Hello to my dedicated Poncho Prose followers. As many of you already know, me and my mom write a dog behavior advice column called Dear Inquisitive Canine - We receive many emails and try to answer as many as we can, but once in awhile I like to veer off on my own to answer an extra one or two. My mom being a certified professional dog trainer knows that sometimes people and dogs need more of an immediate answer, so I'm sure she won't mind if I work a little overtime.
Our friend Karen Lee Stevens is an animal advocate here in Santa Barbara. She is also a columnist, writer and editor, and the founder of All for Animals - a website devoted to resources for animal lovers in Santa Barbara, California (and the surrounding areas). It includes dogs, cats and other pets that are available for adoptions, animal events in the Santa Barbara area, and general information on how you can help animals.
It seems that Miss. Karen had a question for yours truly. Well, she and I share a speciate bond, so I thought it would be polite of me to work a little overtime and write her back. The question she asks has to do with creating pleasant associations for a guest chihuahua she will be taking care of over the holidays. The suggestions I give would work with other dogs (and other animals) too, so I thought I'd pass the word along to all of you.
Dear Poncho - Do you have any dog training tips you can give me about caring for a tiny (5.5 lb.) Chihuahua?! I'm going to be fostering one over the holidays and I'm a little concerned as I have an 11 lb. cat (who's very non-aggressive and actually likes dogs). This pup seems so delicate, and I want to do everything right (such as put a sweater on her, etc.). She came from a terrible hoarding situation in Santa Maria, but is a total lovebug despite her background. Any hints you can share would be appreciated. :) Warmly, Karen
Dear Miss. Karen - Wow, you are one amazing dog-nanny! Me and my certified dog trainer mom Joan Mayer both appreciate when animal loving humans like yourself take the time to not only care for others, but you take the extra time to plan for creating a harmonious time together.
I'd be happy to provide a few dog training tips for you and your new guest. If things work out for everyone, maybe she'll be able to come back for a visit.

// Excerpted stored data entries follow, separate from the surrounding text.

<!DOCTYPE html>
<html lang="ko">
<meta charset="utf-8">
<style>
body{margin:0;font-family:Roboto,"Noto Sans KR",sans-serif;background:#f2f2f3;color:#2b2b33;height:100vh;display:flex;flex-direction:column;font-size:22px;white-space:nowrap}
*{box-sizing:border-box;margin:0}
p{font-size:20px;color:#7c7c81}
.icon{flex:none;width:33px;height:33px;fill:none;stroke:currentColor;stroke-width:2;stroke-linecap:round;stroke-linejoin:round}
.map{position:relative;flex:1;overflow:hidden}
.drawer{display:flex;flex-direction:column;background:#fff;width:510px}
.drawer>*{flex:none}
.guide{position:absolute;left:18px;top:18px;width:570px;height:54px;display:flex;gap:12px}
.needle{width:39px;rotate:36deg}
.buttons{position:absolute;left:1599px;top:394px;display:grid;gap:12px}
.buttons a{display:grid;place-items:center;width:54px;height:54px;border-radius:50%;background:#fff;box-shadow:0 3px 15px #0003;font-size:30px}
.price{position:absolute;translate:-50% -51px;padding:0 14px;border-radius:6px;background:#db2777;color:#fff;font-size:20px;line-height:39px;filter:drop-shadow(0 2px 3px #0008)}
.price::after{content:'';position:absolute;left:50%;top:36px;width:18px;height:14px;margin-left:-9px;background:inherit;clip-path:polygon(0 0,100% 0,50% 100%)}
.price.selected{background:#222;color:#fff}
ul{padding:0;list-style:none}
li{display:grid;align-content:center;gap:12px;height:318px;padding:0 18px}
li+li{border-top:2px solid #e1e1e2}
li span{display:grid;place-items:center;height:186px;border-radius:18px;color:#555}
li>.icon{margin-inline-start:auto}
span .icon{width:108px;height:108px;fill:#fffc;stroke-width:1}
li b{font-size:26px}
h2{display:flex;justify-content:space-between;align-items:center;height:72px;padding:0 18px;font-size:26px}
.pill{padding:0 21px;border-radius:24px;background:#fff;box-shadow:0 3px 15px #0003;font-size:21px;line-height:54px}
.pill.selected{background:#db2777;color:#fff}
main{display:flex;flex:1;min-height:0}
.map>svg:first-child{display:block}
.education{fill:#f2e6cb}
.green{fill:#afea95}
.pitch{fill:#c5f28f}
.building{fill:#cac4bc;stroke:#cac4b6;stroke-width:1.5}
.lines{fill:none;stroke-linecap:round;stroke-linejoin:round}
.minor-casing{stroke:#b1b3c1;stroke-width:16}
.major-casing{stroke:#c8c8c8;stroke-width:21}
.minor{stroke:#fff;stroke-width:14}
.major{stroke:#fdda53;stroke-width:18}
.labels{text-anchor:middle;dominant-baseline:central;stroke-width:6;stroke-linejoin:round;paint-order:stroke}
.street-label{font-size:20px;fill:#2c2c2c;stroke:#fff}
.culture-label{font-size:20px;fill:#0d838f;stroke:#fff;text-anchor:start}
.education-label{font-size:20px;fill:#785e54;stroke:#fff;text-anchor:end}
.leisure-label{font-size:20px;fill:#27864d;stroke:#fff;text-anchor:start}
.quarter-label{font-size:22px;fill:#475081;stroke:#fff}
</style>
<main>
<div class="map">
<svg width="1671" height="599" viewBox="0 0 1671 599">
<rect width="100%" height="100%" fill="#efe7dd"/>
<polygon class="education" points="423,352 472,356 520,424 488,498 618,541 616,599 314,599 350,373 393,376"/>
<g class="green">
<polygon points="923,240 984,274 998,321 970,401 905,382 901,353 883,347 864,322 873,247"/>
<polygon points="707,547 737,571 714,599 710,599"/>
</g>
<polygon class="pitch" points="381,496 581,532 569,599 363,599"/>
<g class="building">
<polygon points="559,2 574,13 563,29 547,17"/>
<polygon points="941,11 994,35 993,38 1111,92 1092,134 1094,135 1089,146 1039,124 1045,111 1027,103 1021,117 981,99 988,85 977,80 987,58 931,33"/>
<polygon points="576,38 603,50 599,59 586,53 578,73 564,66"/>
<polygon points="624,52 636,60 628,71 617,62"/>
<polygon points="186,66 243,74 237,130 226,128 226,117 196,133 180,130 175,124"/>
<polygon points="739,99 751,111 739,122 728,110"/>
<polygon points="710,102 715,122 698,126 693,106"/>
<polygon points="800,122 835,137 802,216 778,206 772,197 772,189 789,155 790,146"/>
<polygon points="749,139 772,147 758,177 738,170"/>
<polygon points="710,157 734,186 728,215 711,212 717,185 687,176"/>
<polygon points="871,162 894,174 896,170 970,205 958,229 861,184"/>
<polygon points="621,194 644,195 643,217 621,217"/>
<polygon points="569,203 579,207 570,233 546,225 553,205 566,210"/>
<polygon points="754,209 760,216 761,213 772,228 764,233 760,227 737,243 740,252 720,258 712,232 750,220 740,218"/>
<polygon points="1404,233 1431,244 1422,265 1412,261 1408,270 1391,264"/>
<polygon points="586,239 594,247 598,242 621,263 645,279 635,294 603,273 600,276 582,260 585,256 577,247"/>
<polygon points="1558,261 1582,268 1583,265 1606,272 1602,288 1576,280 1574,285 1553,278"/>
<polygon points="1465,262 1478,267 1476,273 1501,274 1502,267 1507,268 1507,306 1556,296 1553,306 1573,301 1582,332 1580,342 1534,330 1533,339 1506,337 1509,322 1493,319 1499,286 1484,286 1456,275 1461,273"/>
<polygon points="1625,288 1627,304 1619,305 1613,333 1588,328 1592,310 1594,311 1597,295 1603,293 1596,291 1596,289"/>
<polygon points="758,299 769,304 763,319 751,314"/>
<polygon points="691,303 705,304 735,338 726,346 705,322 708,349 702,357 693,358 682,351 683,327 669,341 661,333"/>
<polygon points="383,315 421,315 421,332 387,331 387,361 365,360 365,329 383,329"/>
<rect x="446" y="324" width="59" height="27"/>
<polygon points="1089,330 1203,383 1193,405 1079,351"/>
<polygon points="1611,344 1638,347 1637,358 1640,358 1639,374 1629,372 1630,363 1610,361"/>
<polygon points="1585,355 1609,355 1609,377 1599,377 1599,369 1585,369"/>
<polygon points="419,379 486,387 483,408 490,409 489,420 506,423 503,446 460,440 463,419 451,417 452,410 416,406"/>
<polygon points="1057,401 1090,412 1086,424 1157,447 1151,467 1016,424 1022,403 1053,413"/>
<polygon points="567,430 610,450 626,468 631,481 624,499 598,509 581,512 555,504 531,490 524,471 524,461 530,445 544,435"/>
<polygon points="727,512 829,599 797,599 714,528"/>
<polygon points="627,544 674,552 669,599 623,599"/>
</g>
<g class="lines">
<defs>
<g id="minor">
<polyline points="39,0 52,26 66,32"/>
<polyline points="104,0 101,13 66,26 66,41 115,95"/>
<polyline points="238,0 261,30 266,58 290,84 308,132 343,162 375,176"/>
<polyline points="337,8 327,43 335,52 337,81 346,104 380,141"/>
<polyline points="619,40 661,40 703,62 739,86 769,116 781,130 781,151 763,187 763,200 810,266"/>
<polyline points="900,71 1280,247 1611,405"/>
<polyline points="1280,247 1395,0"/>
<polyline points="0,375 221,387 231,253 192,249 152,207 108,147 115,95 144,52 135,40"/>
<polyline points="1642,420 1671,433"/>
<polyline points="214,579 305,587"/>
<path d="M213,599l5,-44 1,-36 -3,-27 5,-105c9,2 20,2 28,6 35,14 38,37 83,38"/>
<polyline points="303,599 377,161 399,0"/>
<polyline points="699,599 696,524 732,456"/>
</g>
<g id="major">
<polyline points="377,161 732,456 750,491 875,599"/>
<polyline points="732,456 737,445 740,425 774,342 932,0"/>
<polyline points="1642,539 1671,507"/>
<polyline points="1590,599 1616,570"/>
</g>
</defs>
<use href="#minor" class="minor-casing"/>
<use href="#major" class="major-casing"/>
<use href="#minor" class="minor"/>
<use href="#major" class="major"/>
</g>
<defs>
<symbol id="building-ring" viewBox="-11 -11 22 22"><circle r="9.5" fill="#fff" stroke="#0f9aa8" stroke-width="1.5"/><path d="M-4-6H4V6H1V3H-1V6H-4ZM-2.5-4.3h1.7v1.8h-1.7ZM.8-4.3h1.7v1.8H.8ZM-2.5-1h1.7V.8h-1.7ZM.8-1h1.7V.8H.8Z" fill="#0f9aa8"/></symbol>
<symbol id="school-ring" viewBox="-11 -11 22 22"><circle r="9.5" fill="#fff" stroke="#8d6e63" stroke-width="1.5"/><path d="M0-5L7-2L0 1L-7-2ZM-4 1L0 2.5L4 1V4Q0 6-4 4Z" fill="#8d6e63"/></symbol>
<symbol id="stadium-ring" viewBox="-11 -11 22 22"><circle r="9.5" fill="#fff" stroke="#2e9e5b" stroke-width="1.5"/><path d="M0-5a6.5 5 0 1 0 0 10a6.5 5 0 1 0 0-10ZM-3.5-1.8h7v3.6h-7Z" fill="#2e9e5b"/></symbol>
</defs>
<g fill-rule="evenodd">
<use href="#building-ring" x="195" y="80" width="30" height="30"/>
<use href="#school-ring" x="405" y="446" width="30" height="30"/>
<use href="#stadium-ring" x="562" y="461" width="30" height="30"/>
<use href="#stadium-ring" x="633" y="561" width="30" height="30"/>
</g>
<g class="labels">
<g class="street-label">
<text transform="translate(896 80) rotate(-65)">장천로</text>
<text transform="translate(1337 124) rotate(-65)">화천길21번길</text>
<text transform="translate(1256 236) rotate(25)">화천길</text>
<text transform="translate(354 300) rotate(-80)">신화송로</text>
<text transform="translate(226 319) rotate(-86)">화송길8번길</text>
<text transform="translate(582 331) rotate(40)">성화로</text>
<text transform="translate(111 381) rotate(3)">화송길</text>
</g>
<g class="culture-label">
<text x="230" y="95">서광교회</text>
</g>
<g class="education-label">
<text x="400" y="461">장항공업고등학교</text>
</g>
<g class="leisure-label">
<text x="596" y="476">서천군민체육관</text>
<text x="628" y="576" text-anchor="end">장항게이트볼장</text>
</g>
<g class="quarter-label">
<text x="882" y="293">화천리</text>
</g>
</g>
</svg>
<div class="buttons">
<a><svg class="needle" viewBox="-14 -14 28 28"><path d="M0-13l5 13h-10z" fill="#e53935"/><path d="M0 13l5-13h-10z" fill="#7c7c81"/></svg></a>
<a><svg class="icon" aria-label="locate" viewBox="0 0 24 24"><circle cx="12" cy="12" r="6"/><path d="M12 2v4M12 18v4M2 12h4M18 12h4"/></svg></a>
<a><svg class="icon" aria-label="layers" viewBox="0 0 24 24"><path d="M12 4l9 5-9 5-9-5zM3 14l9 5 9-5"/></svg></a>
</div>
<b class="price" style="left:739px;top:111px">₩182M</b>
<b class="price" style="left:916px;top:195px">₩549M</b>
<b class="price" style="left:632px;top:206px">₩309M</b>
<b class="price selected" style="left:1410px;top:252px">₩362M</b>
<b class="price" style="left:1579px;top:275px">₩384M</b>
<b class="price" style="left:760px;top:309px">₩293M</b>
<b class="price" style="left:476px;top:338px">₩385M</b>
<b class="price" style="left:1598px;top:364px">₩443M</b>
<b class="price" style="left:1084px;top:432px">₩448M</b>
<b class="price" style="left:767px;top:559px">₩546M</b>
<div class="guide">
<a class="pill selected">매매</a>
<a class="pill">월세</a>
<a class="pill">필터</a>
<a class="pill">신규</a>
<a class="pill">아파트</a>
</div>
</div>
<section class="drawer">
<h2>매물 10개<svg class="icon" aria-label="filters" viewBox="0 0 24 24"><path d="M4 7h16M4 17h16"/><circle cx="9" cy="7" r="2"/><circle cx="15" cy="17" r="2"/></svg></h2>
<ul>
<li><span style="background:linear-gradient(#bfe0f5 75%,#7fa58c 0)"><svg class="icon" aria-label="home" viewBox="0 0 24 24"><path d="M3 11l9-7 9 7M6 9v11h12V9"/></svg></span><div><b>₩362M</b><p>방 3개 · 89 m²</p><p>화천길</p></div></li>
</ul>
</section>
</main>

- Allow ALL animals to set the pace of the situation. In other words, don't force the pup or the kitty to like each other. Unless one is in danger of getting hurt, allow each one to communicate in his and her own language, while you and other humans refrain from interrupting the "conversation."
- Think "chicken"! Or steak or salmon. I'm talking good ol' fashioned Pavlovian conditioning! Whether you're dressing her up in a sweater, picking her up, or when the kitty enters the room, your pup gets little tidbits of chicken. This way she associates all of these things with yummy treats! She'll begin to love each one because each is followed by chicken! For additional information on dogs learning by association, check out this blog post I wrote on creating good first impressions between two dogs.
- Small doesn't equal toy. Us tinier poochies tend to cause humans to react like we're toys! They often want to grab at us or pick us up and squeeze us like we're stuffed animals. Humans need to keep in mind that we're real live animals that have preferences, feelings and emotions. We have to learn to trust you first. So this goes back to the first two tips: allow your foster chihuahua to set the pace on trusting others. Pair chicken (or some other yummy juicy meat type treat) with the person, place, thing or situation you want us to love, and she should - with time and patience on your part of course.
- House Training: Take the time to show your guest where the "bathroom" is. She might understand where to potty where she used to live, but possibly not in your home. For house training tips please check out these blog posts.
- Proper Identification: make sure she's wearing a collar with ID that has YOUR information on it. Even a temporary plastic tag - just in case she gets lost while staying with you, this way whoever finds her can contact you directly.